En mis idas y venidas desde mi casa en Ciudad
Jardín hasta el colegio Cervantes en la Plaza de la Compañía (unos tres
kilómetros) sucedieron muchas cosas pero sobre todas ellas la anécdota que voy
a relatar fue quizás la más impactante:
Recuerdo que cuando tenía catorce o quince
años me gustaban las gabardinas aquellas que tenían muchos botones forrados de
cuero y que se les llamaba “trincheras”. Pues bien, una trinchera preciosa
llevaba el buen hombre que caminaba delante de mí a unos diez o doce metros
junto a la iglesia de la Trinidad. Yo que iba embelesado mirando aquella prenda
tan deseada, de pronto vi cómo el señor se encogía y, tanto su cabeza como toda
la preciosa gabardina, se llenaban de una sustancia blanquecina y pegajosa.
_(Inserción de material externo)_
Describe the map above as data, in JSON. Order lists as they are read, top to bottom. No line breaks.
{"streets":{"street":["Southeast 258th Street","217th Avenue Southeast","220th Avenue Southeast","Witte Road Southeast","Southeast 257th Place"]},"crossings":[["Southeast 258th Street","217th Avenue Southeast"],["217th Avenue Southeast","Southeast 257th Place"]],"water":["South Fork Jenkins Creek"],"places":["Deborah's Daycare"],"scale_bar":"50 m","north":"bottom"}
Ambos miramos al cielo buscando el origen del suceso y es que la cigüeña de la
iglesia había soltado su deposición junto al alero del tejado y hay que ver la
cantidad que cagó el pajarito porque el hombre estaba como para hacerle una
foto… Creo que desde aquel día se me quitaron las ganas de tener una trinchera.